Committee members rejected an amendment to require the Division of Corrections to draft legislative rules, which carry the force of law, instead of drafting policies related to the parole changes and the drug treatment programs. Members said the rule-making process would slow down efforts to reduce the number of inmates.
Delegate Kelli Sobonya, R-Cabell, said the bill gives too much authority to the division to reduce sanctions for parole violators or expand the number of parolees, placing public safety at risk.
"We have to be accountable to the people. When we talk about offenders getting out of jail early or different sentences, I want to be the one who makes that decision," Sobonya said.
She also questioned why psychological examinations and education programming is not offered to state prisoners while they are housed in regional jails. Providing those services would mean the parole board could grant parole to more offenders, freeing up more beds and saving the state millions, Sobonya said.
Similar concerns were raised when the bill worked its way through the Senate.
Corrections Commissioner Jim Rubenstein said the jails do not have the space or staff to offer the programming and were never intended to provide such services.
A House bill that would have mandated those services would cost an estimated $29 million to build permanent classroom space at the state-run jails and to staff and equipment the programs, Rubenstein said.
That bill passed the House Judiciary Committee but it stalled before the Finance Committee.
Delegate David Walker, D-Clay, said he would vote for the reform bill but he wants to see legislation next year that would provide alternatives to incarceration and would focus on drug rehabilitation before sending offenders to prison.
"Our state funding would be more well spent instead of filling the jailhouses up [if we] rehabilitate them before," Walker said. "We're not punishing the criminals, we're just filling our jailhouses up.
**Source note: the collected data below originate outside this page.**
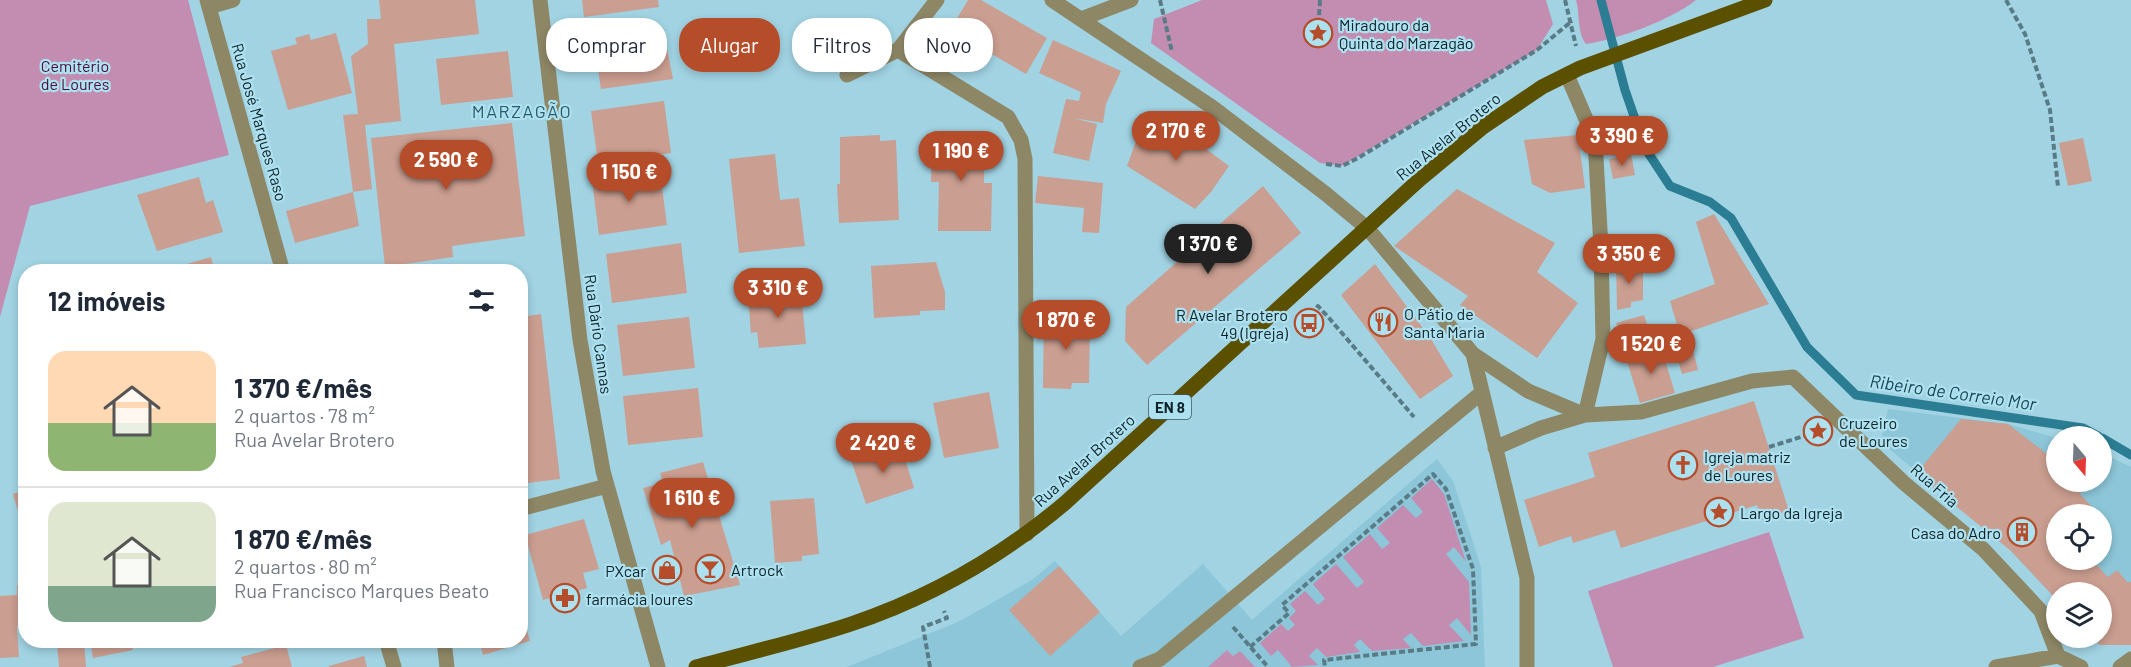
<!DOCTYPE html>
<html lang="pt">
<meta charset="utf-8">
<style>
:root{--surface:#fff;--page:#f6f6f7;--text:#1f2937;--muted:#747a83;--line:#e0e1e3;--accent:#b54d2a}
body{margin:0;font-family:Barlow,sans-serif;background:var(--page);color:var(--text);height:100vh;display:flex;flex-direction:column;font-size:22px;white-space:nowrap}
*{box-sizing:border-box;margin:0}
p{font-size:20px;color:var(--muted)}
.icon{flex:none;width:33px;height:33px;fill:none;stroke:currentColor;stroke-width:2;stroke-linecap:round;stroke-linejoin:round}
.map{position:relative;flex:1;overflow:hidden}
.panel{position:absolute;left:18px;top:264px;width:510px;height:384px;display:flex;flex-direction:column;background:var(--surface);border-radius:24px;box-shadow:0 3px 9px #0003}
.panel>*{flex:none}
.banner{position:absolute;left:546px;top:18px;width:570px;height:54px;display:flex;gap:12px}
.needle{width:39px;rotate:161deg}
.controls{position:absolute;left:2046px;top:426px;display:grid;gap:12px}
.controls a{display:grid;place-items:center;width:66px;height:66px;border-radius:50%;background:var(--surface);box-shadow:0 3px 9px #0003;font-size:30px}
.price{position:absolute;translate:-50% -51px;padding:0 14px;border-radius:21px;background:var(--accent);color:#fff;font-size:20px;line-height:39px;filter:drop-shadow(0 2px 3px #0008)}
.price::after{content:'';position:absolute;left:50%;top:36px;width:18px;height:14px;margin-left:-9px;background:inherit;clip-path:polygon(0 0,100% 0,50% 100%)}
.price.on{background:#222;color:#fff}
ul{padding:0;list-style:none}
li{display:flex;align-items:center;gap:18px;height:150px;padding:0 30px}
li+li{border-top:2px solid var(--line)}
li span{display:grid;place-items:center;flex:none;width:168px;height:120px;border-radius:18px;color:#555}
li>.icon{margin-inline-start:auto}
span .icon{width:72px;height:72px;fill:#fffc;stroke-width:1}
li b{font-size:26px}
h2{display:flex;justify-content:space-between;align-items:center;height:72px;padding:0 30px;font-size:26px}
.chip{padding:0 21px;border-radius:24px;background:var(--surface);box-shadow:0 3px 9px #0003;font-size:21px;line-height:54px}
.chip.on{background:var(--accent);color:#fff}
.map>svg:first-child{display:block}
.built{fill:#8cc6d8;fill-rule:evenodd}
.green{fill:#c28db1}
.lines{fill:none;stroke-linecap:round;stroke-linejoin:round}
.stream{stroke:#2a7d92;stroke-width:9}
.building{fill:#ca9e90}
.path{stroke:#587b86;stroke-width:4;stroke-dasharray:6 3;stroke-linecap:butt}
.minor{stroke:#8d8766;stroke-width:15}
.major{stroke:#5b4f00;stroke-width:15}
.labels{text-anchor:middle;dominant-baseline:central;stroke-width:4.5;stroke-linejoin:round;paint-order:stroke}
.shield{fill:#aee1f0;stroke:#3e5b64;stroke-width:1.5}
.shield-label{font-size:15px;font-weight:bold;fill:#0e2228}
.poi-label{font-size:16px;fill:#0e2228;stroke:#aee1f0;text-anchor:start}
.park-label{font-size:16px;fill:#4c0e3e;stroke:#aee1f0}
.street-label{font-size:16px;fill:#0e2228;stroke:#aee1f0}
.neighbourhood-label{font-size:18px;letter-spacing:1.5px;fill:#2a5a67;stroke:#aee1f0}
.water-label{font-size:18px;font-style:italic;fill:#184753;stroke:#aee1f0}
</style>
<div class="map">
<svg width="2131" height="667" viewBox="0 0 2131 667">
<rect width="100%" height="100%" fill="#a1d3e3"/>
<path class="built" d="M1888,409L2008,424L2056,438V482H2102V453L2131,467V645H2100L2093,638H2102V592H2056V599L2010,550L1881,442ZM2056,514H2102V560H2056Z
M1437,459L1453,481L1481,567L1485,667H847L958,622L1032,580L1055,561L1121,636L1203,564L1252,620Z"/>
<path class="green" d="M0,0H188L229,155L30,206L0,317Z
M1202,0H1546L1553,24L1537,50L1342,166L1320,163L1151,43L1154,19Z
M1576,0H1696C1671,20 1619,39 1586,44C1577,32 1580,15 1576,0Z
M1432,479L1444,494L1466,562L1454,547L1446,554L1469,582L1471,635L1457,618L1449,625L1464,641L1423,646L1411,633L1403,639L1411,648L1372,651L1360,639L1354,645L1360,652L1326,657L1317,648L1309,656L1318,665L1292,667L1278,650L1271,656L1260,643L1281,624L1288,631L1295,625L1289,618L1296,611L1290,604L1305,591L1318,605L1325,599L1313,584L1336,564L1357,588L1364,582L1343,557L1370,534L1382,549L1390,543L1377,528L1403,505L1416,518L1423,512L1411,498Z
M1769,532L1804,638L1713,667H1613L1588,591Z
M1227,650L1233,656L1240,651L1255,667H1208Z"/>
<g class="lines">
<path class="stream" d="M1601,0L1625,90L1645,148L1670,186L1710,202L1731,218L1807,347L1856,395L2083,428L2098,436
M2102,438L2131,455"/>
</g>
<path class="building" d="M379,0H475L479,34L394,44L401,121L365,125L372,189L353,192L343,115L358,114L351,56L368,44L367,19H381Z
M582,0H658L659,7L584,17Z
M968,0H981L1047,38L1026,74L950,30Z
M663,28L673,79L601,89L597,63L590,64L587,38Z
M336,33L352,93L288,110L271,51L297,44L295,38L309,34L311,40Z
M1053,40L1121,71L1106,104L1103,123L1073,118L1097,124L1089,161L1053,153L1066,99L1079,101L1081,92L1039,73Z
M508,51L513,97L441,105L436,59Z
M664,101L671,153L598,163L591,111Z
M1156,112L1229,166L1211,192L1195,209L1127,166L1135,144Z
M512,123L525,236L452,246L453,257L385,267L371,138Z
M932,133L985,134L984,183H992L991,231H938L939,182H931Z
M880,135V141L896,140L899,220L839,223L837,184H840V137Z
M1578,135L1585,188L1550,193L1532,184L1524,140Z
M2083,138L2092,181L2068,186L2059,143Z
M775,154L780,200L799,198L805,246L739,253L729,159Z
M1631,154L1635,175L1613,179L1609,159Z
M660,172L667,225L599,235L592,181Z
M1038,176L1103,183L1099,233L1082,232L1084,208L1035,203Z
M199,177L206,203L213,200L223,232L157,251L137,195Z
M1263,186L1301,233L1147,365L1125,341L1126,307Z
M1457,189L1555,243L1537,272L1578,303L1537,358L1460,305L1468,296L1394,246Z
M353,192L359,226L295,243L286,211Z
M1714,214L1769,304L1680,335L1670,301L1715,284L1696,222Z
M681,243L687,293L612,303L606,254Z
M211,257L215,272H163V271Z
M936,262L945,292V310L920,311V315L874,318L871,266Z
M1375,264L1431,339L1453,376L1420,399L1341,295Z
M1616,265H1643V300L1631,302V307L1617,310Z
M801,291L806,344L759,348L757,332L751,333L748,295Z
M1044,313L1081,314L1080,324H1090L1089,383H1072L1071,389L1043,388Z
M541,314L560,479L520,484V317Z
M1644,315L1651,336L1623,346L1616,323Z
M689,317L695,368L623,376L617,325Z
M1692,346L1698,370L1682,374L1675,351Z
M1661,347L1675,393L1640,403L1626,358Z
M698,388L703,437L628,445L623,396Z
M989,392L999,448L944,458L933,403Z
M1754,401L1789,511L1762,520L1757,505L1621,548L1615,530L1573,543L1571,536L1539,547L1524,500L1595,477L1588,453Z
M1961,419L2008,424L2056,461V482H2088L2080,494L2092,507L2084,514H2056V560H2092L2108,577L2117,570L2127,582H2131V645H2100L2093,638H2102V592H2056V599L2010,550L1916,474Z
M900,443L914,488L866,504L851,460Z
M703,462L740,585L684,596L670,540L661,545L643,488L663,483L660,473Z
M26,490V535H25L13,494Z
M814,498L819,554L802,556V561L775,563L770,501Z
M584,519L599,569L583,573L587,588L543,600L525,535Z
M1059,566L1100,612L1050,656L1009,610Z
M17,585H26V625L17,626L19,657L0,658V596L17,595Z
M521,610L530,641L483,655L479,640H520Z
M84,640L86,667H59L57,644L49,640Z
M90,640H131L133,650L93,658Z
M357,640H381V641L359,647Z
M286,645L292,667H229L243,663L241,657Z
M364,656L367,667H329V666Z"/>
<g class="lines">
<path class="path" d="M1160,0L1172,52
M1565,0L1576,46
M2006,0L2025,34L2050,110L2058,187
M1318,33L1320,0
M1326,164L1342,166L1358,158L1537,50L1572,21
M1317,308L1318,306L1329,318L1414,417
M1769,447L1817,432
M1233,627L1268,667
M1250,647L1289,613L1282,605L1433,474L1446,489L1473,569L1476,644L1324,660L1325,667
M930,667L923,627L947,618L944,611"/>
<path class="minor" d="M207,0L283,272
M540,0L580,340L603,471L658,667
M937,0L898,50L1008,117L1021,140L1025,159L1027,534
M1052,0L1212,107L1326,194L1368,229L1473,354L1527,578V667
M209,7L233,0
M1081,19L1131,0
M847,75L898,50
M1567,75L1595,140L1601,248L1603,339L1585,415
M1473,354L1528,391L1585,415
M1495,448L1541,428L1585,415L1641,412L1752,381L1793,377L1904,483L1983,549L2041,611L2058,656
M520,509L607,486
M386,640L394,667
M444,640L447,667
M1140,667L1160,659L1480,394
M1996,667L2058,656L2081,667
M2120,667L2131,659"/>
<path class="major" d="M696,667C747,653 800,641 851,624C929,598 1002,556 1065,503L1419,180L1483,127L1542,87L1580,68L1765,0"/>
</g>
<defs>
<g id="sight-ring" transform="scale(1.5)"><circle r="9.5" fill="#aee1f0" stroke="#b54d2a" stroke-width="1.5"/><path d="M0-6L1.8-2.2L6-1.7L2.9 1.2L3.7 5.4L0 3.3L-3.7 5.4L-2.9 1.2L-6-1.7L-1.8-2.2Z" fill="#b54d2a"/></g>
<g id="restaurant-ring" transform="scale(1.5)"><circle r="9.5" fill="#aee1f0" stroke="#b54d2a" stroke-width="1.5"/><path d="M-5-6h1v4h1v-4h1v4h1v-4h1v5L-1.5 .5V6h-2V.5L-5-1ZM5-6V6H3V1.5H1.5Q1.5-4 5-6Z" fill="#b54d2a"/></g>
<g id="bus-ring" transform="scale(1.5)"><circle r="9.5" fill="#aee1f0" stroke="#b54d2a" stroke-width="1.5"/><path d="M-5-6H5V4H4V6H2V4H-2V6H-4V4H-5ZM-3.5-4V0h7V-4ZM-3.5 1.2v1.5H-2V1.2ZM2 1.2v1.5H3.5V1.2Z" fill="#b54d2a"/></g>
<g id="church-ring" transform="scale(1.5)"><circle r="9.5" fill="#aee1f0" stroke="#b54d2a" stroke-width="1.5"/><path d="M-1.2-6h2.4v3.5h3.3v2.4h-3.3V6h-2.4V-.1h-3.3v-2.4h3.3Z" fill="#b54d2a"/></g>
<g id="building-ring" transform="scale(1.5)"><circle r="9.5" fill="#aee1f0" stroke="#b54d2a" stroke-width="1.5"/><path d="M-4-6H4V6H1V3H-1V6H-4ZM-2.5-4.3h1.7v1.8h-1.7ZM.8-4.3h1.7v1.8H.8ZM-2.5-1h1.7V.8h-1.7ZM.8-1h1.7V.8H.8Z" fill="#b54d2a"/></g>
<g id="bar-ring" transform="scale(1.5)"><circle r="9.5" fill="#aee1f0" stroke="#b54d2a" stroke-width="1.5"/><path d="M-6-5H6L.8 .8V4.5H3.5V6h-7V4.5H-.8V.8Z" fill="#b54d2a"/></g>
<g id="shop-ring" transform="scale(1.5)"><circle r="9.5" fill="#aee1f0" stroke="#b54d2a" stroke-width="1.5"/><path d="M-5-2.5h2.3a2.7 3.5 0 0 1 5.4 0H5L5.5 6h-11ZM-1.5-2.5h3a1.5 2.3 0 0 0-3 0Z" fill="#b54d2a"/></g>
<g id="pharmacy-ring" transform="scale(1.5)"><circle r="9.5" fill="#aee1f0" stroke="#b54d2a" stroke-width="1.5"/><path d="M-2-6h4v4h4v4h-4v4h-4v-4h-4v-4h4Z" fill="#b54d2a"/></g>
</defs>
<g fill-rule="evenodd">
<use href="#sight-ring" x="1318" y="33"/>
<use href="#restaurant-ring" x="1383" y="322"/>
<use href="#bus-ring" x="1309" y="323"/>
<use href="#sight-ring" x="1818" y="431"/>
<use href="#church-ring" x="1683" y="465"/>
<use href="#sight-ring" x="1719" y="512"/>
<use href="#building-ring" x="2022" y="532"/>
<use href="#bar-ring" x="710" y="569"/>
<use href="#shop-ring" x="667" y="570"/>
<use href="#pharmacy-ring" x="565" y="598"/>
</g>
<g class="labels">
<rect class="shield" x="1149" y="395" width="42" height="24" rx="4.5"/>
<g class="shield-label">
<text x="1170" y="407">EN 8</text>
</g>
<g class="poi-label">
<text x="1339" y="24">Miradouro da<tspan x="1339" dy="18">Quinta do Marzagão</tspan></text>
<text x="1404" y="313">O Pátio de<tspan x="1404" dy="18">Santa Maria</tspan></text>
<text x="1288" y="314" text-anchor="end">R Avelar Brotero<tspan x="1288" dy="18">49 (Igreja)</tspan></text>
<text x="1839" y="422">Cruzeiro<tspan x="1839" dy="18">de Loures</tspan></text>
<text x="1704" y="456">Igreja matriz<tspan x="1704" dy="18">de Loures</tspan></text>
<text x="1740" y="512">Largo da Igreja</text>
<text x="2001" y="532" text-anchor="end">Casa do Adro</text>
<text x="731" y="569">Artrock</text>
<text x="646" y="570" text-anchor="end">PXcar</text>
<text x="586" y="598">farmácia loures</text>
</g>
<g class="park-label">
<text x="75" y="65">Cemitério<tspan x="75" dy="18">de Loures</tspan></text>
</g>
<g class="street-label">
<text transform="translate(260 122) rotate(74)">Rua José Marques Raso</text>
<text transform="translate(1448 136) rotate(-39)">Rua Avelar Brotero</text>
<text transform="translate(599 334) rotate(82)">Rua Dário Cannas</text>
<text transform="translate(1084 460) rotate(-42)">Rua Avelar Brotero</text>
<text transform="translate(1935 485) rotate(41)">Rua Fria</text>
</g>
<g class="neighbourhood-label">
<text x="522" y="111">MARZAGÃO</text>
</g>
<g class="water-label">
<text transform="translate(1953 392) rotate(8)">Ribeiro de Correio Mor</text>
</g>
</g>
</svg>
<div class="controls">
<a><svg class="needle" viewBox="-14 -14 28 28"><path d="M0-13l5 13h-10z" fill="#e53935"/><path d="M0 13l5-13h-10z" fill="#747a83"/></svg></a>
<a><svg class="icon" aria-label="locate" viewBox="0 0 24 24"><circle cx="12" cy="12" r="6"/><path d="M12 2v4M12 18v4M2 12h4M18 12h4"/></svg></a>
<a><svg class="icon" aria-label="layers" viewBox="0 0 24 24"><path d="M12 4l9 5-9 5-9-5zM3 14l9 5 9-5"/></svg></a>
</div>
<b class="price" style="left:1176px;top:162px">2 170 €</b>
<b class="price" style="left:1622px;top:167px">3 390 €</b>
<b class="price" style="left:961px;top:182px">1 190 €</b>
<b class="price" style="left:446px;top:191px">2 590 €</b>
<b class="price" style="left:629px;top:203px">1 150 €</b>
<b class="price on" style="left:1208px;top:275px">1 370 €</b>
<b class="price" style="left:1629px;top:285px">3 350 €</b>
<b class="price" style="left:778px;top:319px">3 310 €</b>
<b class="price" style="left:1066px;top:351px">1 870 €</b>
<b class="price" style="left:1651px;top:375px">1 520 €</b>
<b class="price" style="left:883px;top:474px">2 420 €</b>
<b class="price" style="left:692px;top:529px">1 610 €</b>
<div class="banner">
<a class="chip">Comprar</a>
<a class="chip on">Alugar</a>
<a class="chip">Filtros</a>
<a class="chip">Novo</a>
</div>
<section class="panel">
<h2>12 imóveis<svg class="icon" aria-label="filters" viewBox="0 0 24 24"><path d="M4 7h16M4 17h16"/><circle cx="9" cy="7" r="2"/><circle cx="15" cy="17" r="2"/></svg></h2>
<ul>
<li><span style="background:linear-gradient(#ffd9b3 60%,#8fb573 0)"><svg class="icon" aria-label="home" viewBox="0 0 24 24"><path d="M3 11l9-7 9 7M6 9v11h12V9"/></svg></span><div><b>1 370 €/mês</b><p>2 quartos · 78 m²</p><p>Rua Avelar Brotero</p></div></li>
<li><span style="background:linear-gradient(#dfe7d0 70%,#7fa58c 0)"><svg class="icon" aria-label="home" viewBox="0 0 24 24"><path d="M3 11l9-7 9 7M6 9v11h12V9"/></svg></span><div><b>1 870 €/mês</b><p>2 quartos · 80 m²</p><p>Rua Francisco Marques Beato</p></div></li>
</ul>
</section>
</div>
We're creating more criminals. I think it's a failed system."
Social justice agencies that advocate for low-income West Virginians have urged the state to reduce sentences for nonviolent crimes and to improve the use of alternative sentencing through community corrections programs and drug treatment.
Gov. Earl Ray Tomblin has invited the Justice Center at the nonpartisan Council of State Governments to review the state's criminal justice system. He hopes the center can suggest changes that would help reverse the state's ballooning prison population, which is expected to grow more than 4 percent each year this decade.